** Source material follows **

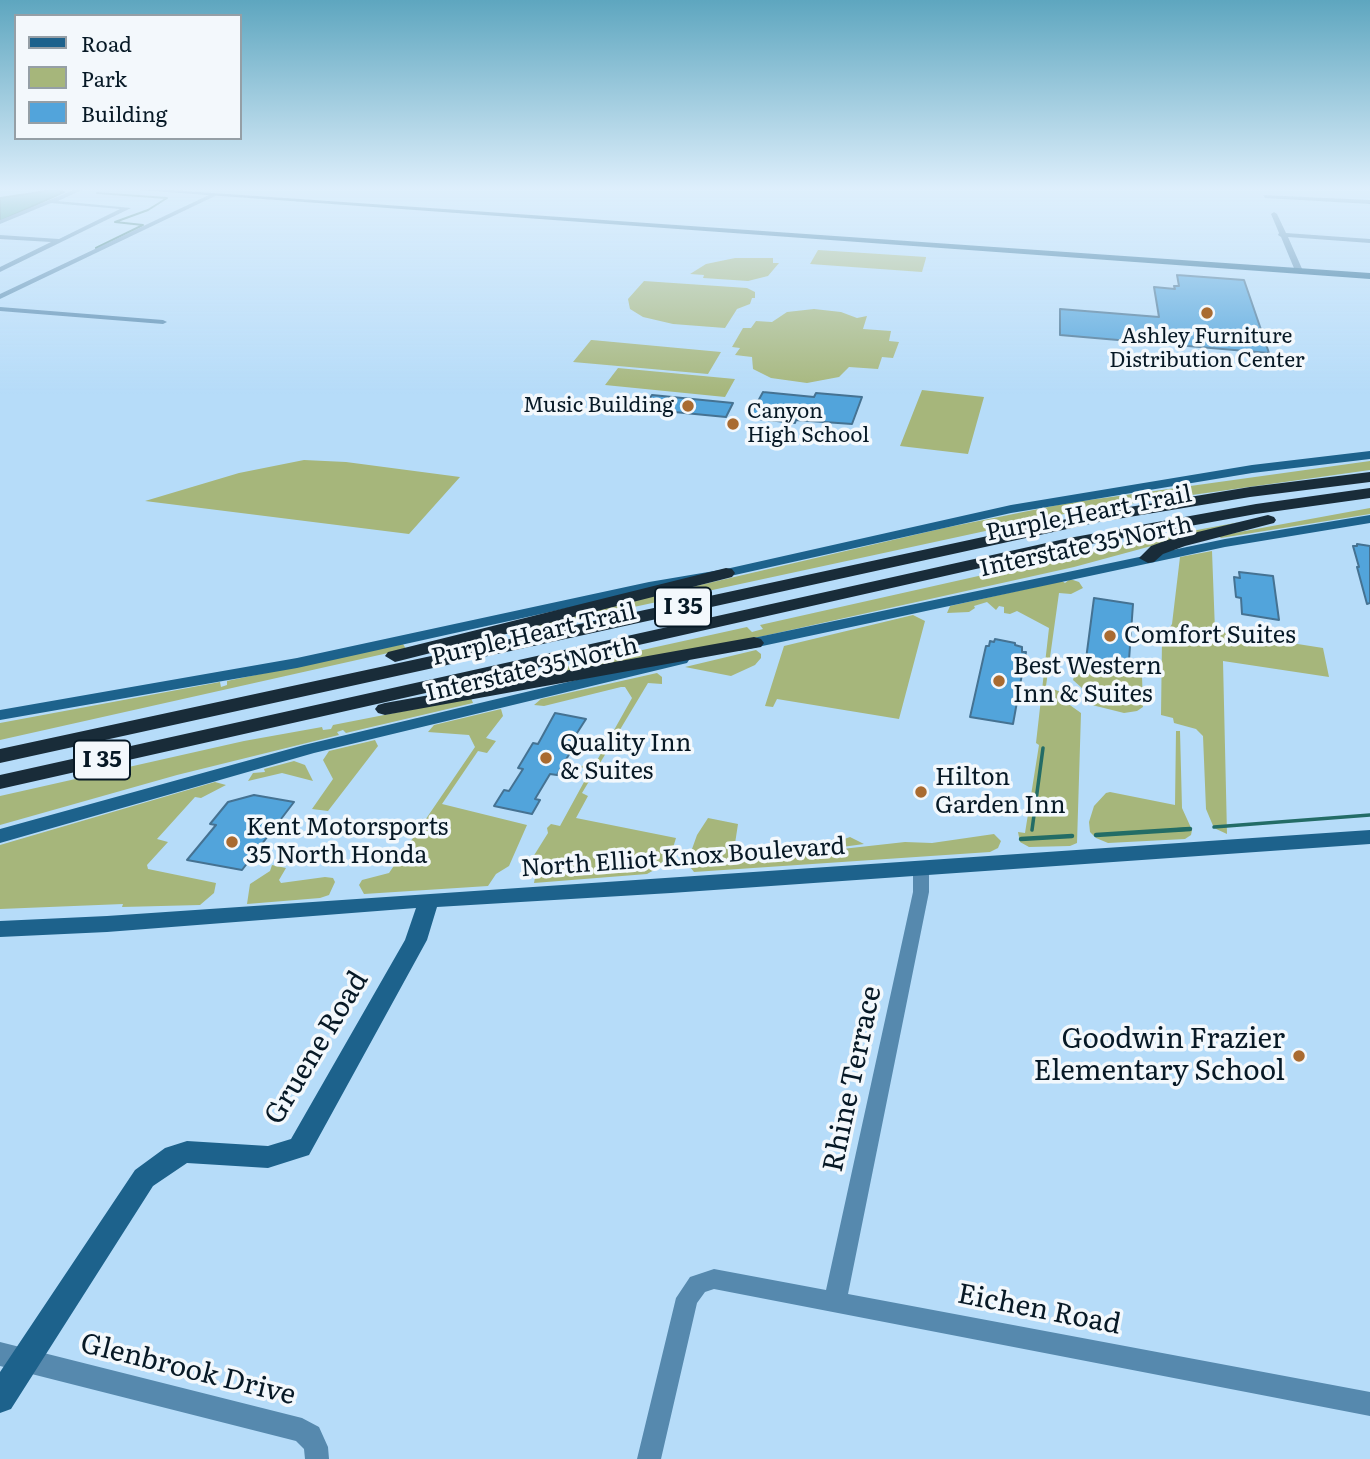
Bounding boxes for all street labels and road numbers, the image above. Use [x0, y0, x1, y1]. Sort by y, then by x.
street label: Purple Heart Trail [984, 480, 1194, 548]
street label: Interstate 35 North [977, 510, 1195, 584]
road number: I 35 [655, 587, 711, 626]
street label: Purple Heart Trail [429, 597, 639, 673]
street label: Interstate 35 North [423, 632, 641, 708]
road number: I 35 [74, 740, 130, 780]
street label: North Elliot Knox Boulevard [520, 832, 846, 884]
street label: Gruene Road [258, 965, 376, 1131]
street label: Rhine Terrace [817, 983, 889, 1175]
street label: Eichen Road [955, 1278, 1123, 1342]
street label: Glenbrook Drive [77, 1327, 299, 1413]

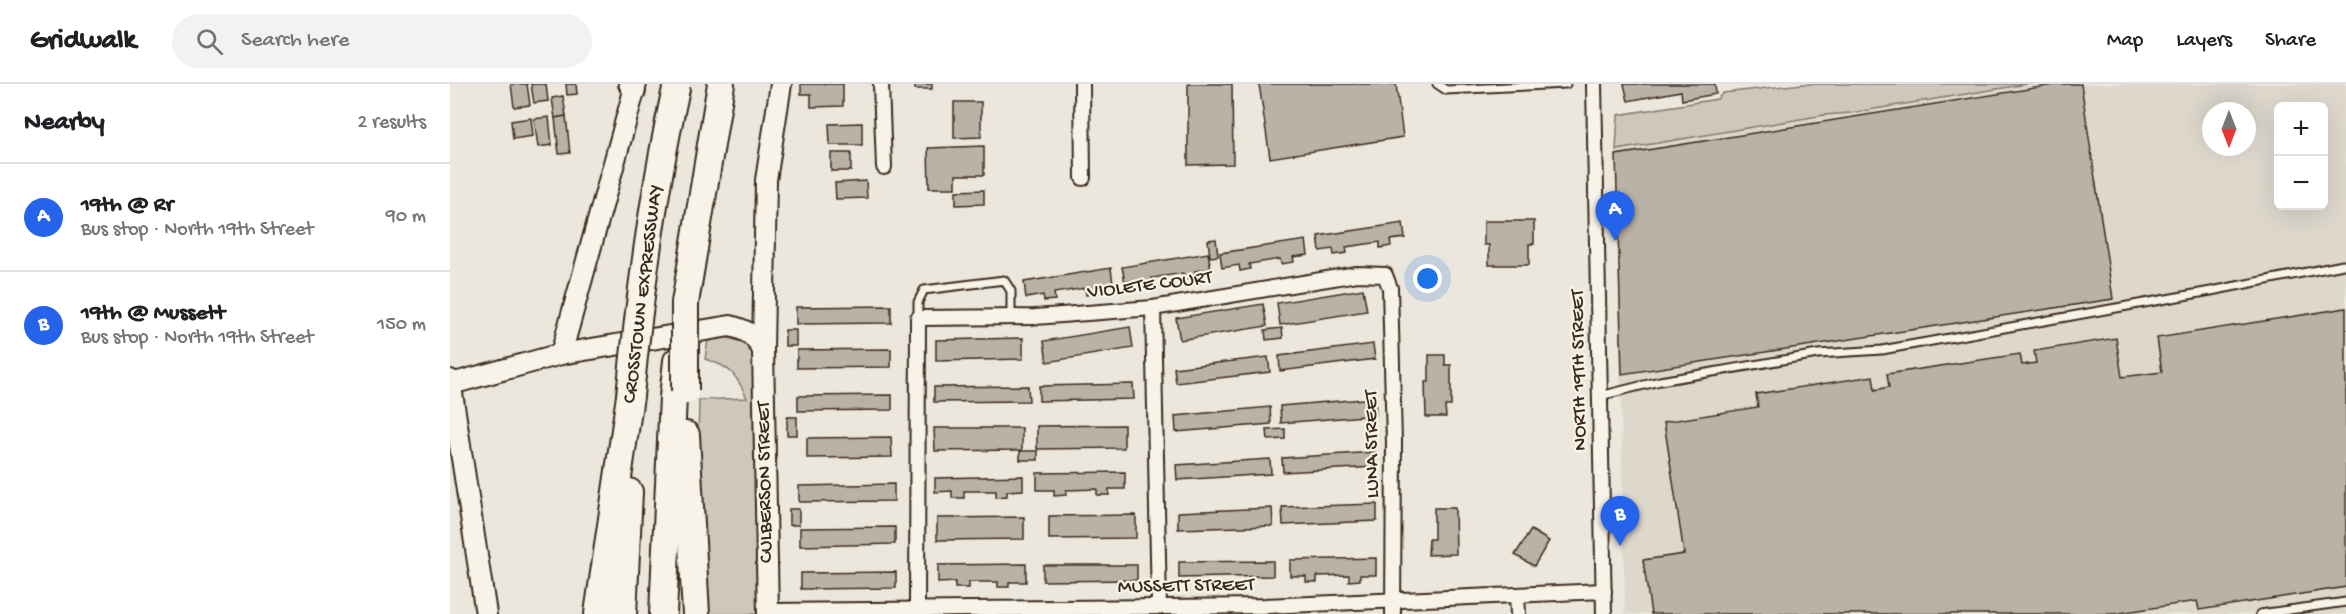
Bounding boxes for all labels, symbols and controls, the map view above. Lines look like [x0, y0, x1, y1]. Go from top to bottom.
search box [172, 14, 592, 68]
text: Gridwalk [30, 25, 136, 58]
icon: search [193, 25, 226, 58]
text: Search here [241, 28, 349, 54]
text: Map [2107, 29, 2143, 54]
text: Layers [2176, 29, 2232, 54]
text: Share [2265, 29, 2316, 54]
north arrow [2202, 102, 2256, 156]
map controls [2274, 102, 2328, 210]
button: + [2274, 102, 2328, 156]
text: Nearby [24, 108, 105, 139]
text: 2 results [357, 112, 426, 135]
button: − [2274, 156, 2328, 210]
street label: CROSSTOWN EXPRESSWAY [619, 183, 669, 405]
pin: A [1596, 192, 1634, 241]
text: 19th @ Rr [81, 193, 173, 219]
text: A [38, 206, 49, 229]
text: 90 m [386, 206, 426, 229]
text: Bus stop · North 19th Street [81, 219, 313, 242]
your location [1413, 264, 1442, 293]
street label: VIOLETE COURT [1085, 267, 1215, 305]
street label: NORTH 19TH STREET [1567, 288, 1593, 451]
text: 19th @ Mussett [81, 301, 225, 327]
text: B [38, 314, 49, 337]
text: 150 m [377, 314, 426, 337]
text: Bus stop · North 19th Street [81, 327, 313, 350]
street label: LUNA STREET [1361, 388, 1385, 498]
street label: CULBERSON STREET [753, 399, 779, 563]
pin: B [1600, 496, 1640, 546]
street label: MUSSETT STREET [1117, 574, 1256, 600]

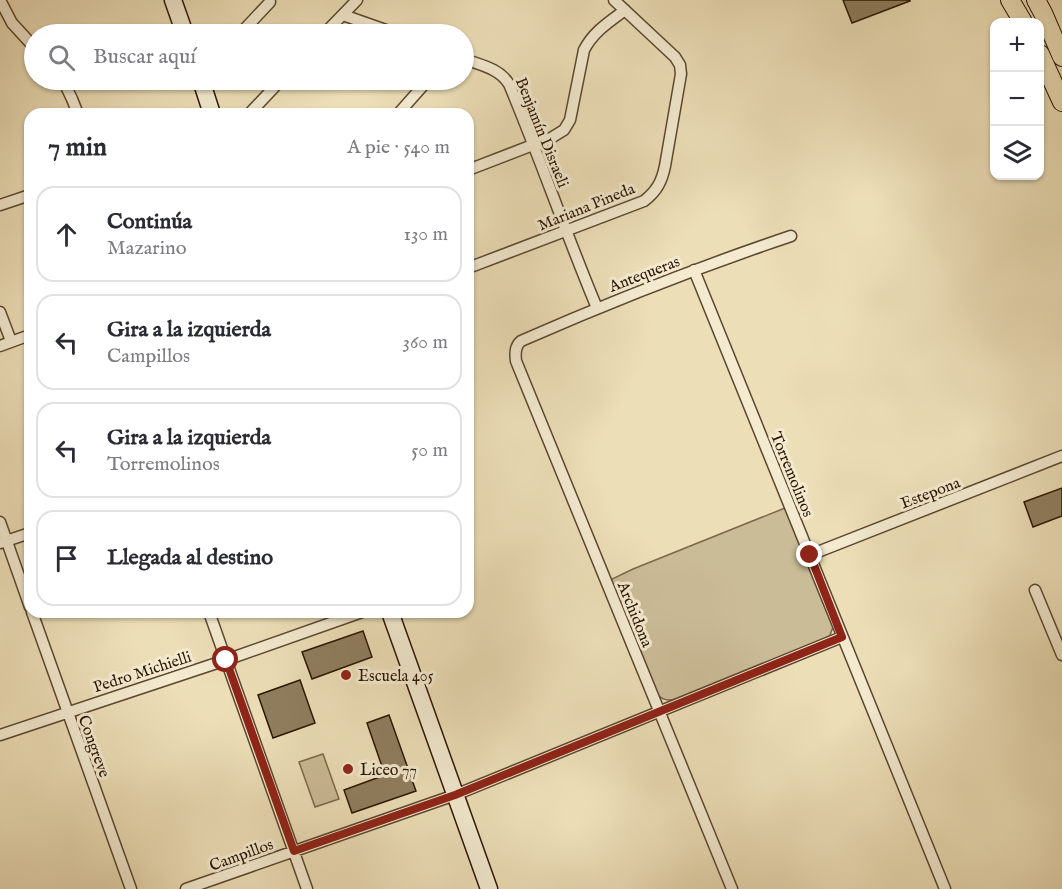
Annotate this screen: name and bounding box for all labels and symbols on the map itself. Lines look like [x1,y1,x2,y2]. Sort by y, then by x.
street label: Benjamín Disraeli [510,75,572,191]
street label: Mariana Pineda [535,179,638,236]
street label: Antequeras [606,252,683,298]
street label: Torremolinos [765,429,817,521]
street label: Estepona [898,473,963,514]
route end [796,541,822,567]
street label: Archidona [612,578,656,650]
route start [212,646,238,672]
street label: Pedro Michielli [91,648,194,698]
place label: Escuela 405 [358,667,434,687]
marker: Escuela 405 [339,668,353,682]
street label: Congreve [73,713,114,781]
place label: Liceo 77 [360,761,417,781]
marker: Liceo 77 [341,762,355,776]
street label: Campillos [207,835,277,877]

** End of Source material **

> [Exercise requirements]: Would it be possible to copy the material exactly, excluding the images?

> [Response to this task]:
Bounding boxes for all street labels and road numbers, the image above. Use [x0, y0, x1, y1]. Sort by y, then by x.
street label: Purple Heart Trail [984, 480, 1194, 548]
street label: Interstate 35 North [977, 510, 1195, 584]
road number: I 35 [655, 587, 711, 626]
street label: Purple Heart Trail [429, 597, 639, 673]
street label: Interstate 35 North [423, 632, 641, 708]
road number: I 35 [74, 740, 130, 780]
street label: North Elliot Knox Boulevard [520, 832, 846, 884]
street label: Gruene Road [258, 965, 376, 1131]
street label: Rhine Terrace [817, 983, 889, 1175]
street label: Eichen Road [955, 1278, 1123, 1342]
street label: Glenbrook Drive [77, 1327, 299, 1413]

Bounding boxes for all labels, symbols and controls, the map view above. Lines look like [x0, y0, x1, y1]. Go from top to bottom.
search box [172, 14, 592, 68]
text: Gridwalk [30, 25, 136, 58]
icon: search [193, 25, 226, 58]
text: Search here [241, 28, 349, 54]
text: Map [2107, 29, 2143, 54]
text: Layers [2176, 29, 2232, 54]
text: Share [2265, 29, 2316, 54]
north arrow [2202, 102, 2256, 156]
map controls [2274, 102, 2328, 210]
button: + [2274, 102, 2328, 156]
text: Nearby [24, 108, 105, 139]
text: 2 results [357, 112, 426, 135]
button: − [2274, 156, 2328, 210]
street label: CROSSTOWN EXPRESSWAY [619, 183, 669, 405]
pin: A [1596, 192, 1634, 241]
text: 19th @ Rr [81, 193, 173, 219]
text: A [38, 206, 49, 229]
text: 90 m [386, 206, 426, 229]
text: Bus stop · North 19th Street [81, 219, 313, 242]
your location [1413, 264, 1442, 293]
street label: VIOLETE COURT [1085, 267, 1215, 305]
street label: NORTH 19TH STREET [1567, 288, 1593, 451]
text: 19th @ Mussett [81, 301, 225, 327]
text: B [38, 314, 49, 337]
text: 150 m [377, 314, 426, 337]
text: Bus stop · North 19th Street [81, 327, 313, 350]
street label: LUNA STREET [1361, 388, 1385, 498]
street label: CULBERSON STREET [753, 399, 779, 563]
pin: B [1600, 496, 1640, 546]
street label: MUSSETT STREET [1117, 574, 1256, 600]

Annotate this screen: name and bounding box for all labels and symbols on the map itself. Lines look like [x1,y1,x2,y2]. Sort by y, then by x.
street label: Benjamín Disraeli [510,75,572,191]
street label: Mariana Pineda [535,179,638,236]
street label: Antequeras [606,252,683,298]
street label: Torremolinos [765,429,817,521]
street label: Estepona [898,473,963,514]
route end [796,541,822,567]
street label: Archidona [612,578,656,650]
route start [212,646,238,672]
street label: Pedro Michielli [91,648,194,698]
place label: Escuela 405 [358,667,434,687]
marker: Escuela 405 [339,668,353,682]
street label: Congreve [73,713,114,781]
place label: Liceo 77 [360,761,417,781]
marker: Liceo 77 [341,762,355,776]
street label: Campillos [207,835,277,877]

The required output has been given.